Alors aux grands maux, les grands moyens. Il a été décidé vendredi que, dès lundi soir 19:00, tous les candidats pourraient débattre et se présenter, par groupe de 10-12, sur les ondes de la station publique Rás 1. De mardi à vendredi, le marathon se poursuivra de 9:00 à 12:20, de 13:00 à 16:00 puis de 19:00 à minuit.

Et ça va changer quoi? À part emmerder les quelques milliers d’Islandais qui aiment bien les émissions culturelles de la première station publique, je ne vois pas trop le but. Car si on peut très bien décider de son choix lors d’un débat des chefs de 2 heures, même le plus indécis des indécis ne se tapera pas toutes ces heures de radio.

Surtout que si le taux de participation n’atteint pas 70%, seuil où les Islandais jugent une élection comme légitime, il y aura bien du monde qui se demanderont si ça valait vraiment la peine de faire tout cela. Même les élections de 2009 ont attiré 85% des électeurs, alors qu’on n’en pouvait plus des politiciens!

2 Responses to “Kosningar til stjórnlagaþings 2010: l’impossible campagne”


  1. 1 matvail2002 samedi, 20 novembre 2010 à 18:29

    Le problème c’est que avec un tel nombre de candidats, ça ressemble aux débats lors des élections primaires aux présidentielles Américains. Cependant, c’est évident que l’électeur indécis va pas aller voter surtout s’il connais pas personne de façon personnelle sur cette liste.

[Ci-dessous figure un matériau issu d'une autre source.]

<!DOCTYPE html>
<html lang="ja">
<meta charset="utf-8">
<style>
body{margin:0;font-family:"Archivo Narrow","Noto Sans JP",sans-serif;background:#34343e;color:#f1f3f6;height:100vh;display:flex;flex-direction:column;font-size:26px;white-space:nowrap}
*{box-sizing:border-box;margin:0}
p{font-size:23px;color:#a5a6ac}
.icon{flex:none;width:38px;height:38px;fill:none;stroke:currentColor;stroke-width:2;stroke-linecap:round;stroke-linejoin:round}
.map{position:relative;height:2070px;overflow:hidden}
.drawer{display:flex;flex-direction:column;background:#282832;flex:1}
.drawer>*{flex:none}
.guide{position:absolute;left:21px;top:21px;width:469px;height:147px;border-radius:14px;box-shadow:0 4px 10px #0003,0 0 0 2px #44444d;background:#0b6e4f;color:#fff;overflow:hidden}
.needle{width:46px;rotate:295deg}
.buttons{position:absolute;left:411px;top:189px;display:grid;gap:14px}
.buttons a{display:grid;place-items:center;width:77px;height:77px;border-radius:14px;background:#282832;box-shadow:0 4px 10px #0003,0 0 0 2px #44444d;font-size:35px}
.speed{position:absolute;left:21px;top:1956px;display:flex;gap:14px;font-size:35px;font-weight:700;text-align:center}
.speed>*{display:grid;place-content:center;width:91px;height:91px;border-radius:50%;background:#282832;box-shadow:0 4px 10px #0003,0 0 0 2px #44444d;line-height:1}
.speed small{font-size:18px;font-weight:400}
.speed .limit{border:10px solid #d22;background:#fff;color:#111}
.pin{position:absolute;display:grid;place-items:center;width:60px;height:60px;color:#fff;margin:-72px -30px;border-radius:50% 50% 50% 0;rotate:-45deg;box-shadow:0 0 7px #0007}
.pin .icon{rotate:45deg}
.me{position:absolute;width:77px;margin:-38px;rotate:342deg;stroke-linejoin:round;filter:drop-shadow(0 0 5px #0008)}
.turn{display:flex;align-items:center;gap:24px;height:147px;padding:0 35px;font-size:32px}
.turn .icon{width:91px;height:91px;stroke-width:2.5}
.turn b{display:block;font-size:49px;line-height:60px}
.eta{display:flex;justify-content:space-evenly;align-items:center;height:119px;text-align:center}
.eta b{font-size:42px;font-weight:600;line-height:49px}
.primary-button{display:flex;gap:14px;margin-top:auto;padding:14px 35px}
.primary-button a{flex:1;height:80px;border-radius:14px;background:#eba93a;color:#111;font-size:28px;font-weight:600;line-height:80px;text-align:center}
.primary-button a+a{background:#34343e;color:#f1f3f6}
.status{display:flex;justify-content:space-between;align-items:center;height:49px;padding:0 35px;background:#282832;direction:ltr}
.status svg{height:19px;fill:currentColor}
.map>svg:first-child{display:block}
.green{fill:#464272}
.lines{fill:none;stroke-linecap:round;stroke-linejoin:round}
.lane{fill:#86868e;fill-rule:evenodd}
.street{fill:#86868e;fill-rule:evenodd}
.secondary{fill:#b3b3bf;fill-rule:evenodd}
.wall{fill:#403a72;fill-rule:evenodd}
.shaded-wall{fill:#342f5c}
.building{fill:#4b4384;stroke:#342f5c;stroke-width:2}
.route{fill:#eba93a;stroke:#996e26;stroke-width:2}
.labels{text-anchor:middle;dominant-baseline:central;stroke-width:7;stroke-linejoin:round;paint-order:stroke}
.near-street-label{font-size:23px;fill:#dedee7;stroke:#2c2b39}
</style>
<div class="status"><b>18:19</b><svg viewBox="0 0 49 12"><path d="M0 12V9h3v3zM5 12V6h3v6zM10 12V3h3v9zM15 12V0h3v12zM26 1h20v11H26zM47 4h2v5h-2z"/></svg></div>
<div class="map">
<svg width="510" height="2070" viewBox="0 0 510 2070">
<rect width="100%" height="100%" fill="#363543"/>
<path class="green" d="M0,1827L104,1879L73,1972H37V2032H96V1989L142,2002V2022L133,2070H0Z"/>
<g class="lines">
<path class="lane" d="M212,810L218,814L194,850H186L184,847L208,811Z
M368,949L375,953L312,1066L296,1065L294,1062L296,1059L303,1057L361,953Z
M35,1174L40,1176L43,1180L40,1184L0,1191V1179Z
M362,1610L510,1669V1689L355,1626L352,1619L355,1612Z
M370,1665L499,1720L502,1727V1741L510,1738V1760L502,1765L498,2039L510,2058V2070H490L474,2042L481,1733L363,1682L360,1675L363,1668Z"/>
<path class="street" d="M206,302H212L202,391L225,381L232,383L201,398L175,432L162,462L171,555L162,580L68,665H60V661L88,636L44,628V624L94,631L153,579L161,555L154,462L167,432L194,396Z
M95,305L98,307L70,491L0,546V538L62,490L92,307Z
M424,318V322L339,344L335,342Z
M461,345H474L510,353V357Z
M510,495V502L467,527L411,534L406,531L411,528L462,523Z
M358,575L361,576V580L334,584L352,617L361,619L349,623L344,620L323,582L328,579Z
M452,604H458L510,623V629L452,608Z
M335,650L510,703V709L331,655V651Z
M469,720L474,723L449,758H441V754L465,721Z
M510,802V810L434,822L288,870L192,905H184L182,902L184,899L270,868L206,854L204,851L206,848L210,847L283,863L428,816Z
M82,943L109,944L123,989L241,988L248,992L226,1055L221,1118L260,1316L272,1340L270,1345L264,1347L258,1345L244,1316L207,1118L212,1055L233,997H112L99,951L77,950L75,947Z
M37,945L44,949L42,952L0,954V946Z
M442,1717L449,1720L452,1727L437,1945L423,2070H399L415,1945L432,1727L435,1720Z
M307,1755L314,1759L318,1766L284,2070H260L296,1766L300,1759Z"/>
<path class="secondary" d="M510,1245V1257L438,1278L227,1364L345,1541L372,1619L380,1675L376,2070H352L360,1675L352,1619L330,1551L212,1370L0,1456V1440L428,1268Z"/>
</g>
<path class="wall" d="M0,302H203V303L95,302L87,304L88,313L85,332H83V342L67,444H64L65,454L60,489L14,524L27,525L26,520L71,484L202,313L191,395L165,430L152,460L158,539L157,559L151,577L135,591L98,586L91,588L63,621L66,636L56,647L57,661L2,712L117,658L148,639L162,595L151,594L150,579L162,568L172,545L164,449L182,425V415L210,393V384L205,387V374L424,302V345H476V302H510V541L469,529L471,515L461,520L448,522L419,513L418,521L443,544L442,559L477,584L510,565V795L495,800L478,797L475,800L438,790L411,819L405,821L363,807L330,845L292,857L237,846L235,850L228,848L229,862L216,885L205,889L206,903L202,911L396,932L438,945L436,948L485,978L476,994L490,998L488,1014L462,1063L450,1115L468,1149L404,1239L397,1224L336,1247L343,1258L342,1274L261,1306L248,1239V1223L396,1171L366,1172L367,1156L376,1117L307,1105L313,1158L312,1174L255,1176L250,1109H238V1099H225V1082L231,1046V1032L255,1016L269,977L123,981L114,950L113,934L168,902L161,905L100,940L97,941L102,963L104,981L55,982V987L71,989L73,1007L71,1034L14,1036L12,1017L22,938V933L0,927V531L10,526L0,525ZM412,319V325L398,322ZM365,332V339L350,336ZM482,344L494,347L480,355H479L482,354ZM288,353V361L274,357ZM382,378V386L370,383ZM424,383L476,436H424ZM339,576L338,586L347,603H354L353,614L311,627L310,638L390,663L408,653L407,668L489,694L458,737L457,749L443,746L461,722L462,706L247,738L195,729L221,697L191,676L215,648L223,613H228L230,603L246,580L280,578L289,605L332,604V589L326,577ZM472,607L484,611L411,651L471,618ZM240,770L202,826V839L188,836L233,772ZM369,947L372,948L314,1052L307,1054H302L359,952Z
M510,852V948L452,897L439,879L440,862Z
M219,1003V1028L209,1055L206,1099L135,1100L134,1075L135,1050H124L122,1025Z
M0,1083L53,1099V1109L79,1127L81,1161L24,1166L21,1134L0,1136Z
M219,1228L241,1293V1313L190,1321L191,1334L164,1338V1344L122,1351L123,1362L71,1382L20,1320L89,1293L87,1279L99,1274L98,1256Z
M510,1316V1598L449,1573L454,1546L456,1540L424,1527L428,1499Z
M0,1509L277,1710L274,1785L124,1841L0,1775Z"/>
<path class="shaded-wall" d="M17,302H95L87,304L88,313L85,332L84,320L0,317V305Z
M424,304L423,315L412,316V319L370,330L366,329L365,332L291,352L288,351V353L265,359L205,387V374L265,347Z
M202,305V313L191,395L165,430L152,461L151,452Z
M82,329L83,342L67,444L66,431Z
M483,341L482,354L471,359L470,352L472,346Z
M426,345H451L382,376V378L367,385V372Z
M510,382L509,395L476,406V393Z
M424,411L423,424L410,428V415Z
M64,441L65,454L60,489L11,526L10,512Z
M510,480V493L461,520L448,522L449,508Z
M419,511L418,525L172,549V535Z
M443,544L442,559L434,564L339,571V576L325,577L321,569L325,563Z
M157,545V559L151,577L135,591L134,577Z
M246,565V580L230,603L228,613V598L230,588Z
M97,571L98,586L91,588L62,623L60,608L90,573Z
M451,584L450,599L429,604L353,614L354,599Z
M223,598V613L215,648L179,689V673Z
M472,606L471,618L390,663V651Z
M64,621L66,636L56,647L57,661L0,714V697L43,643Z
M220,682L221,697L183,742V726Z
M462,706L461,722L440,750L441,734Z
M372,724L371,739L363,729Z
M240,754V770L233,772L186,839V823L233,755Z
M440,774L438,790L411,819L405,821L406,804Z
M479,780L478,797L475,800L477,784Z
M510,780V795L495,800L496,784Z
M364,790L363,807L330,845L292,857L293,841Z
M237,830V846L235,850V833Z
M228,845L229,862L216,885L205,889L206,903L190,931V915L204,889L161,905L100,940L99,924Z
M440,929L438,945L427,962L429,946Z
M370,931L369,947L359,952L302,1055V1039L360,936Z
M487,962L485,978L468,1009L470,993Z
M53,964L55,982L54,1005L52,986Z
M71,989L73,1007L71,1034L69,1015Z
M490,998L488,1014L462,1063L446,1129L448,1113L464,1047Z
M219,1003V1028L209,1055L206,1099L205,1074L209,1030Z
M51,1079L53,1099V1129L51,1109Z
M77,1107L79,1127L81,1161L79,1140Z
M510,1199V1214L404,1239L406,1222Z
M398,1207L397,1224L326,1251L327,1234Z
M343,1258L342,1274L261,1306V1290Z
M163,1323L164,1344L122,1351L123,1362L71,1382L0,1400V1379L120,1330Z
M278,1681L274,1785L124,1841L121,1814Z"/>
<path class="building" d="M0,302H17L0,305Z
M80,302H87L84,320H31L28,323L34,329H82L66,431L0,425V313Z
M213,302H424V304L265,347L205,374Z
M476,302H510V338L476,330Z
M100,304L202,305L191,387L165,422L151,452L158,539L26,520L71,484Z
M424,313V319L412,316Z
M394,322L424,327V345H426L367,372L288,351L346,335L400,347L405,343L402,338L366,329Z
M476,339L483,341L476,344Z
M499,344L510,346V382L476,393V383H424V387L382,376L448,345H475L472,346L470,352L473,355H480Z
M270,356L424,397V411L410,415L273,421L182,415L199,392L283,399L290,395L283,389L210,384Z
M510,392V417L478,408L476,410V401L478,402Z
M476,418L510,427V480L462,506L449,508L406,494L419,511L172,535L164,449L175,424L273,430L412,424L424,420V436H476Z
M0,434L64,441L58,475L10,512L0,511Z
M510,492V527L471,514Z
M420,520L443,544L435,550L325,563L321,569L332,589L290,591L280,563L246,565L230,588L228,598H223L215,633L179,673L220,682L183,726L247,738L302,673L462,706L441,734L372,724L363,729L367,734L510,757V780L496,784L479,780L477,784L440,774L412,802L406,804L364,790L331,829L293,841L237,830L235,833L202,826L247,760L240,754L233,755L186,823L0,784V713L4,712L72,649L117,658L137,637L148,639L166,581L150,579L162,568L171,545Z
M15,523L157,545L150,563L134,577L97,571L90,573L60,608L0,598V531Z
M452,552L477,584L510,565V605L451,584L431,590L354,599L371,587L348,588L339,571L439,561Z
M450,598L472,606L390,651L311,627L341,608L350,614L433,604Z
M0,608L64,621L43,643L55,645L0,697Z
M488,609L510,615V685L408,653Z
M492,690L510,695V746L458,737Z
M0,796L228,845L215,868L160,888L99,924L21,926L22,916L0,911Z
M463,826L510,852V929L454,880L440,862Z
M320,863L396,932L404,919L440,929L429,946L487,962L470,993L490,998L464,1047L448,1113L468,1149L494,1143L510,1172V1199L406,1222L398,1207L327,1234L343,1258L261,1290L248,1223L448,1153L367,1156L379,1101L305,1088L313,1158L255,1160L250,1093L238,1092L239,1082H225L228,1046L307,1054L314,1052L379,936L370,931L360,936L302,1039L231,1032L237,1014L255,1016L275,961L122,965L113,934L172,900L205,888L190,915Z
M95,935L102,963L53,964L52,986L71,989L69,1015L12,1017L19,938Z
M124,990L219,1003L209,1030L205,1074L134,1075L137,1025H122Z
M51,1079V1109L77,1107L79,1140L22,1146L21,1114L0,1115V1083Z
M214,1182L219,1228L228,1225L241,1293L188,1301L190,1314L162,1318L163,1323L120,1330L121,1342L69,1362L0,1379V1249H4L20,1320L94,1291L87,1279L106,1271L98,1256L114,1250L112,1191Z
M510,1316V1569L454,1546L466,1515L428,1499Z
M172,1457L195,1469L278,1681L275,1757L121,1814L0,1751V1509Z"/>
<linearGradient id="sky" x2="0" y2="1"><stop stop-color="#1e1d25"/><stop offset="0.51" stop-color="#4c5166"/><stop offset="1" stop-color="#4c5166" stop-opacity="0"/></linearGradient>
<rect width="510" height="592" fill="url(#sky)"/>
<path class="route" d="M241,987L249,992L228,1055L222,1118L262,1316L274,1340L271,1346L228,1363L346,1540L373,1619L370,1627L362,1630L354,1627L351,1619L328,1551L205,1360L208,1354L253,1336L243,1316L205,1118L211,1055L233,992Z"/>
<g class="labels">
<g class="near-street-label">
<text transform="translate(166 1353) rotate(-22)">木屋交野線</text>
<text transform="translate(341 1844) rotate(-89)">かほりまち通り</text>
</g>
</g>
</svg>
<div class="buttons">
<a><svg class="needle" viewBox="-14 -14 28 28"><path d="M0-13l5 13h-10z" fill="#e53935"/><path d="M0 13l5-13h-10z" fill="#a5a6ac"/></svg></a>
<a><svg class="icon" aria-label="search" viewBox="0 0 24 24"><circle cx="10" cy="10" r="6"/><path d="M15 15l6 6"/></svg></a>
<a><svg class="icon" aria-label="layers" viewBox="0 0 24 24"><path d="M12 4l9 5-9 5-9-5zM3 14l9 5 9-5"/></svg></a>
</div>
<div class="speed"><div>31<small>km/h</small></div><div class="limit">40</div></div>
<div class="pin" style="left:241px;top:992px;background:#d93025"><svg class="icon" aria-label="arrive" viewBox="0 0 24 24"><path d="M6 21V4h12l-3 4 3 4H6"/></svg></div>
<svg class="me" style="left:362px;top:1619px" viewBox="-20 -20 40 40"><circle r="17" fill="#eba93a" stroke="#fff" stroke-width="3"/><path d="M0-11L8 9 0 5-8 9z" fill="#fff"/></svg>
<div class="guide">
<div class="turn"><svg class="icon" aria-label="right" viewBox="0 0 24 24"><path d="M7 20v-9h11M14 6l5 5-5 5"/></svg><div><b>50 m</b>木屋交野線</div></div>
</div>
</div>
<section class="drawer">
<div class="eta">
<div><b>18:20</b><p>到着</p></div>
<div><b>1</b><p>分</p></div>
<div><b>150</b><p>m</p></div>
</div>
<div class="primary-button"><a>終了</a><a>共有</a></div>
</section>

    Mais enfin, je dois dire que dans une juridiction comme l’Île-du-Prince Édouard (ou au New Hampshire), c’est tellement une démocratie directe que tu connais personnellement le député ou bien ton voisin le connaît. Cela fait aussi qu’il est très facile pour un candidat d’aller dans quasiment toutes les résidences lors d’une campagne électorale et cela fait aussi que ces élections ont généralement un meilleur taux de participation qu’aux élections fédérales.

    Et encore, de nos jours, 70% comme taux de participation au Canada, en Suisse ou en Grande-Bretagne c’est très bien. Je crois fort probablement que c’est fini les taux de participation à 80%, sauf qu’il est évident que le 95% du référendum constitutionnel de 1995 a été un quasiment un record absolu pour une démocratie libérale. Et le plus ironique, c’est que le taux de participation a été très similaire dans nombre de circonscriptions.

  2. 2 derteilzeitberliner dimanche, 21 novembre 2010 à 6:47

    Le nombre de candidats est représentatif de l’intérêt de plusieurs, ce qui n’est pas une mauvaise chose en soi. Le problème, c’est un point du mode d’élection: tout le monde est élu au national. Ce qui rend la campagne impossible.

    Avoir eu une élection par municipalité ou communes rapprochées, ça aurait été plus facile de faire campagne. Mais je crois qu’on a opté pour un vote centralisé parce que l’Islande a 76 municipalités et qu’on ne voulait pas avoir à trancher, surtout que, même voisines, il peut y avoir 2 heures de routes entre deux communautés.

    Pour le taux de participation, les élections scandinaves atteignent des scores au dessus de 80% depuis des années mais c’était encore plus élevé avant. Étrangement par contre, au municipal c’est plus au tour de 50% comme si le maire était moins important que le PM.